Because it is a really undemanding plant it is possible to have a reserve of its own even in the absence of a real land. With the aid of a plastic or wooden box, the plant can also be cultivated on the balcony of the house, having the foresight to dispose of the draining material at the bottom of the ground to avoid water stagnation.
Garlic is used in organic cultivation techniques as a natural pesticide.
It has a repellent effect on many organisms that are harmful to plants, thus saving insects useful to plant life. Moreover, due to the antibacterial properties described above it acts as a natural defense against diseases that affect plants. It is used both underground and for aerial spraying in the form of an infusion.
Use in the kitchen
Widely used as a condiment in kitchens around the world, it has a very special aroma that gives rise to conflicting opinions. Unpleasant for some, sublime for others, the pungent and decisive smell is due to the sulphurous compounds present in the bulb.

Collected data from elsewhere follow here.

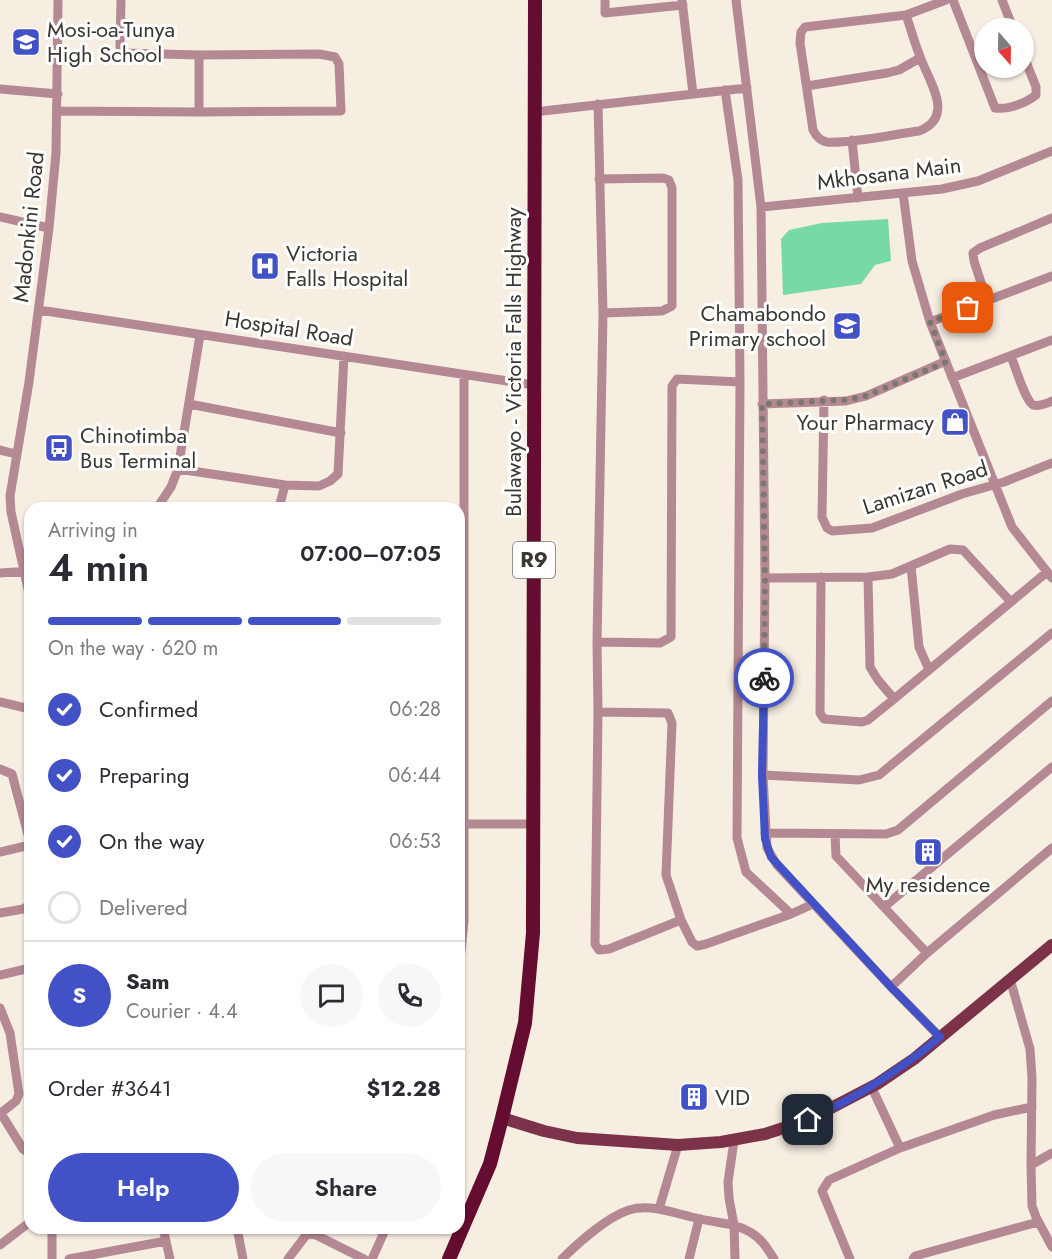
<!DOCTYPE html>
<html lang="en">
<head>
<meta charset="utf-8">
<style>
	body { margin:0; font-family:Jost,sans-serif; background:#f7f7f7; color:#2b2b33; height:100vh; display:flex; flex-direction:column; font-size:22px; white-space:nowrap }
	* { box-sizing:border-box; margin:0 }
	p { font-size:20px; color:#7c7c81 }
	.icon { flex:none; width:33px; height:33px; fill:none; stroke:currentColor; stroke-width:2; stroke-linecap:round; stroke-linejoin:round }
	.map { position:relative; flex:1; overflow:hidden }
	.drawer { position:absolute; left:24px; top:502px; width:441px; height:732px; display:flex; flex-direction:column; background:#fff; border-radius:18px; box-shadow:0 2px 4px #0004 }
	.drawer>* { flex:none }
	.needle { width:39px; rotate:160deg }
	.tools { position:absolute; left:974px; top:18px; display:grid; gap:12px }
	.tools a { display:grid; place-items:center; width:60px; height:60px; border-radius:50%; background:#fff; box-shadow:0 2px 4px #0004; font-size:30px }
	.pin { position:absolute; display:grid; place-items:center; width:51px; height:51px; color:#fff; margin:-26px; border-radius:12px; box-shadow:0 3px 9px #0006 }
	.courier { position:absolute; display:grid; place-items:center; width:60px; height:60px; margin:-30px; border:4px solid #4251c5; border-radius:50%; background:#fff; color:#222; box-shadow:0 2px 8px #0007 }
	.overview em { font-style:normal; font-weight:600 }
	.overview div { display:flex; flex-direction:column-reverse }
	.overview { display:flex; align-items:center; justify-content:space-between; height:102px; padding:0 24px }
	h1 { font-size:39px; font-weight:600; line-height:45px }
	.bar { display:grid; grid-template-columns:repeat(4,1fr); gap:9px 6px; align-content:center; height:72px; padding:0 24px }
	.bar i { height:8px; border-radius:4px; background:#e1e1e2 }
	.bar .on { background:#4251c5 }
	.bar p { grid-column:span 4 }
	.line { display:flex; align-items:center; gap:15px; padding:0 24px; border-top:2px solid #e1e1e2 }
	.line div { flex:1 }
	.round { display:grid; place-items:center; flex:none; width:63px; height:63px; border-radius:32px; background:#f7f7f7 }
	ol { padding:0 24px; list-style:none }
	li { display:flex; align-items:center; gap:18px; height:66px }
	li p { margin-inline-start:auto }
	li .icon { padding:6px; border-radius:50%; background:#4251c5; color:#fff; stroke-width:4 }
	li:last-child { color:#7c7c81 }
	li i { width:33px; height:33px; border:3px solid #e1e1e2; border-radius:50% }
	.button { display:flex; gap:12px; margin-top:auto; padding:12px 24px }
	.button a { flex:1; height:69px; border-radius:36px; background:#4251c5; color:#fff; font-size:24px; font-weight:600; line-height:69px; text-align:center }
	.button a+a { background:#f7f7f7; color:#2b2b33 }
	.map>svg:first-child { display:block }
	.green { fill:#77daa6 }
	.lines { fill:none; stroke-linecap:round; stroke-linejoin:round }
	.minor { stroke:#b58994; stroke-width:9 }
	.major { stroke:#7c334a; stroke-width:12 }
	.highway { stroke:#650c31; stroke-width:14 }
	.done { stroke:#7c776f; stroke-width:6; stroke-dasharray:0 10.8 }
	.route { stroke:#4251c5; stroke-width:8 }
	.labels { text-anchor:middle; stroke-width:6; stroke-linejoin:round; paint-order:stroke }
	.shield { fill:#fff; stroke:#75736f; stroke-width:1.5 }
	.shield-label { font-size:21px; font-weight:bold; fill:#3a3731 }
	.poi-label { font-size:22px; fill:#3a3731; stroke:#fff; text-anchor:start }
	.street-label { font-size:22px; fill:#3a3731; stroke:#fff }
</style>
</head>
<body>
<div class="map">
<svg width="1052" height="1259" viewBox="0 0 1052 1259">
	<rect width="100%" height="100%" fill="#f6eee1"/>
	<!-- green -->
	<path class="green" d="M888 219 891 261 875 265 861 284 783 295 781 239 789 230 822 223Z"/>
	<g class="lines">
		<!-- minor -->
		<path class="minor" d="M605 0V13L683 5
			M682 0 693 94
			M736 0 761 207 765 578 763 775 767 848 777 865 891 987 940 1037
			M953 0 995 108C1008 110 1026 103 1036 95V87L1023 54
			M1002 0 1013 28
			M906 15C911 29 915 45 921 59 930 83 955 117 919 131 895 134 850 144 827 142 820 141 816 136 813 130L800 43 801 32 805 27 906 15 946 0
			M199 55 319 54 335 57 339 64 341 111 199 112
			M807 86 887 73 899 70 920 58
			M0 89 58 94
			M725 90 738 180 740 382 737 838 746 872 791 914
			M598 104 603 313 597 642 598 712 595 944 599 950 609 949 681 920
			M58 111 199 112V55L123 53 120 47 121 0
			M534 112 747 88
			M852 140 858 198
			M599 179 663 178 669 180 672 188V306L662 311 603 313
			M903 193 912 261 930 322 1012 527 1052 578
			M761 207 942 189 978 181 1052 151
			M0 217 49 228
			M987 301 974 261 973 253 980 248 1052 218
			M39 310 534 385
			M930 322 1052 276
			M1011 356C1015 366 1025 400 1033 405 1039 407 1047 403 1052 401
			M952 378 1052 340
			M824 400 822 517 827 528 832 531 872 528 962 494 1004 482 1052 463
			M189 404 341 433
			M762 404 846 401 866 396 946 361
			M0 450 16 454
			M178 469 285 485 319 486 330 481 338 474 344 356
			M157 508 171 487 178 469 200 335
			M279 508 285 485
			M911 566 919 647 929 670
			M0 573 30 571
			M821 577 820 713 824 719 862 722 868 720 894 699 1047 572
			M868 577 870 667 878 680 894 699
			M765 578 868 577 892 574 950 549 963 550 1010 601
			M30 598 11 512 10 496 29 382 49 228 56 153 58 0
			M597 642 660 643 671 637 672 386 677 379 740 382
			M0 702 30 709
			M598 712 668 713 672 723 666 875 681 920 692 942 697 946 706 944 791 914 813 904
			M0 769 12 774 30 842
			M763 775 859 780 879 775 1052 633
			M459 824H535
			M765 833 886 834 898 830 1052 701
			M835 834 836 856 927 953
			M0 852 30 845
			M884 907 1052 767
			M0 913 23 909 30 905
			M459 970 464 921V376
			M0 975 30 968
			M1010 979 1030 1049 1032 1078 1031 1165
			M891 987 927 953 1052 848
			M0 1008 10 1033 19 1094 16 1101 1 1113
			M872 1088 900 1148
			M0 1112 23 1149 30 1154
			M734 1141 728 1182 729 1198 734 1225 735 1259
			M1052 1153 1031 1165 1032 1206 1036 1217 1052 1247
			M659 1209 678 1145
			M163 1228 170 1259
			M237 1228 243 1259
			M0 1245 30 1222
			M52 1259V1228
			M69 1259 166 1241
			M288 1259 307 1234 316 1235 364 1259
			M372 1259 386 1228
			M562 1259C578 1243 607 1217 629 1210 653 1203 678 1215 701 1219 717 1223 735 1223 750 1232 761 1238 767 1248 774 1259
			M689 1259 699 1219
			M850 1259 822 1191 829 1180 900 1148 994 1115 1032 1107
			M913 1259 915 1256 1038 1222"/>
		<!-- major -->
		<path class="major" d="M502 1118 544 1131 577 1138 678 1145 721 1142 765 1134 808 1120 877 1084 914 1059 1052 945"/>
		<!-- highway -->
		<path class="highway" d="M449 1259 490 1164 502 1118 525 1023 533 933 535 0"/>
	</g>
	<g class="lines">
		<!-- done -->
		<path class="done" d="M764 678 765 578 762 404 846 400 866 396 946 362 930 322 968 308"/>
		<!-- route -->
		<path class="route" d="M764 678 762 775 765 839 771 857 891 987 940 1037C898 1072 857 1097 808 1120"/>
	</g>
	<!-- icons -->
	<defs>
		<g id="school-square" transform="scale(1.5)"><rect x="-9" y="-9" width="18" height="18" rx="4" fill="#4251c5" stroke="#fff"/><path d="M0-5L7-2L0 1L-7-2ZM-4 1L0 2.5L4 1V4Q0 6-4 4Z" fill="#fff"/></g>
		<g id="hospital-square" transform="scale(1.5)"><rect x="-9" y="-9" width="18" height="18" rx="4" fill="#4251c5" stroke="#fff"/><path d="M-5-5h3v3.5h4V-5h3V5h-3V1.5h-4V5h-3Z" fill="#fff"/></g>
		<g id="shop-square" transform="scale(1.5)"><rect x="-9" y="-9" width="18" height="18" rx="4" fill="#4251c5" stroke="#fff"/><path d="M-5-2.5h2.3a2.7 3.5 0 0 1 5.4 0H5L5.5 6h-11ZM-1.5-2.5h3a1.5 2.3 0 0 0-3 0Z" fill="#fff"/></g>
		<g id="bus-square" transform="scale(1.5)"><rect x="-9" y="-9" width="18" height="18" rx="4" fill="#4251c5" stroke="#fff"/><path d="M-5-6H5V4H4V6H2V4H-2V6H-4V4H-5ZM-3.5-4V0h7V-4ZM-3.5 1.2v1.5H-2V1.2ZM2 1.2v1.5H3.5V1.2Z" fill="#fff"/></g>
		<g id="building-square" transform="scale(1.5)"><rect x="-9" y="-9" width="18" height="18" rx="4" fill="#4251c5" stroke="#fff"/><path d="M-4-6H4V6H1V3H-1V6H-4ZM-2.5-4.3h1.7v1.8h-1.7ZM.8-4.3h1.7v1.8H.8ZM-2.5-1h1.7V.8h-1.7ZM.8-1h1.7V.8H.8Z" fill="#fff"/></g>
	</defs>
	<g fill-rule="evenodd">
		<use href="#school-square" x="26" y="42"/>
		<use href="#hospital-square" x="265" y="266"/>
		<use href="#school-square" x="847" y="326"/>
		<use href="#shop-square" x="955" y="422"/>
		<use href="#bus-square" x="59" y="448"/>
		<use href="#building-square" x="928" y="852"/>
		<use href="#building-square" x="694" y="1097"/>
	</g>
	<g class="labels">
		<!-- shield labels -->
		<rect class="shield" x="513" y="542" width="42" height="36" rx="4.5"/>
		<g class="shield-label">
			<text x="534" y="567">R9</text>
		</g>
		<!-- poi labels -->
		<g class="poi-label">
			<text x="47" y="37">Mosi-oa-Tunya<tspan x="47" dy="25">High School</tspan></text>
			<text x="286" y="261">Victoria<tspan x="286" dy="25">Falls Hospital</tspan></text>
			<text x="826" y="321" text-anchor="end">Chamabondo<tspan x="826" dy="25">Primary school</tspan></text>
			<text x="934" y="430" text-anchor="end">Your Pharmacy</text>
			<text x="80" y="443">Chinotimba<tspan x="80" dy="25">Bus Terminal</tspan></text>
			<text x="928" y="892" text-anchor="middle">My residence</text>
			<text x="715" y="1105">VID</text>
		</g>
		<!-- street labels -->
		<g class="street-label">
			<text transform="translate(889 173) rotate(-7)" y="8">Mkhosana Main</text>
			<text transform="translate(28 227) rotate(-84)" y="8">Madonkini Road</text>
			<text transform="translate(289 328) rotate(9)" y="8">Hospital Road</text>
			<text transform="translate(513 362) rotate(-90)" y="8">Bulawayo - Victoria Falls Highway</text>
			<text transform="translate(925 487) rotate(-18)" y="8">Lamizan Road</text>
		</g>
	</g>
</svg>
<div class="tools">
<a><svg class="needle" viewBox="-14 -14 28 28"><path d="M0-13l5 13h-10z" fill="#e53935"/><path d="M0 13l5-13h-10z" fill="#7c7c81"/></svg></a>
</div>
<div class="pin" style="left:968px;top:308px;background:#ea580c"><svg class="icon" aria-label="bag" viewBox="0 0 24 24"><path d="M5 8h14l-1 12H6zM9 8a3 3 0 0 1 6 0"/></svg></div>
<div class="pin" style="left:808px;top:1120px;background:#1f2937"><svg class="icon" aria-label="home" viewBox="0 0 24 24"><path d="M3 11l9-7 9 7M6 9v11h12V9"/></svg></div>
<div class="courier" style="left:764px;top:678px"><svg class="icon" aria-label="bike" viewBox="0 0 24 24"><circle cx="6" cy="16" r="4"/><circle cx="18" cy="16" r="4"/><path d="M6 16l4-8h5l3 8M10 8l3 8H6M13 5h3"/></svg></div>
<section class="drawer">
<div class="overview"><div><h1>4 min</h1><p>Arriving in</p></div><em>07:00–07:05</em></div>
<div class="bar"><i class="on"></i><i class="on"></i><i class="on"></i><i></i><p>On the way · 620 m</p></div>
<ol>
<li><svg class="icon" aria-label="check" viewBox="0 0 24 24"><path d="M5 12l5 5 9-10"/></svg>Confirmed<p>06:28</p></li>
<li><svg class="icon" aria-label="check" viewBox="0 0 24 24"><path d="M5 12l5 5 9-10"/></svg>Preparing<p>06:44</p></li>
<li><svg class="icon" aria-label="check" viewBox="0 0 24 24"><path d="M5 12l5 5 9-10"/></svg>On the way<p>06:53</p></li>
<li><i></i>Delivered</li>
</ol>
<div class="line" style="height:108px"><b class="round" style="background:#4251c5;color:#fff">S</b><div><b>Sam</b><p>Courier · 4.4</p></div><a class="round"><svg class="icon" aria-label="chat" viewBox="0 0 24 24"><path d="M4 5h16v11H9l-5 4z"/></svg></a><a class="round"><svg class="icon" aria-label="phone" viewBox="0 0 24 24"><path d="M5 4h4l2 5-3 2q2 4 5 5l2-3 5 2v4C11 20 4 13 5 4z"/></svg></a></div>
<div class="line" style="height:78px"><div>Order #3641</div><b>$12.28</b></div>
<div class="button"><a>Help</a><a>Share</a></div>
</section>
</div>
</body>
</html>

In the kitchen, bulbils (cloves) are used. They are used in different ways to give flavor to sauces or sauces, raw or cooked. Generally after extracting the aroma in cooking to flavor the dish is eliminated and not consumed. However, there are traditional preparations that involve the use of raw and its direct consumption, such as bagna cauda (traditional Piedmontese sauce made with garlic, butter and anchovies used to accompany boiled vegetables) and tzatziki sauce (Greek based sauce of allium, yogurt and cucumber used to season meat and vegetables). Some find this type of plant less digestible, which is why it is advisable to eliminate the internal green petiole before eating it, especially if eaten raw.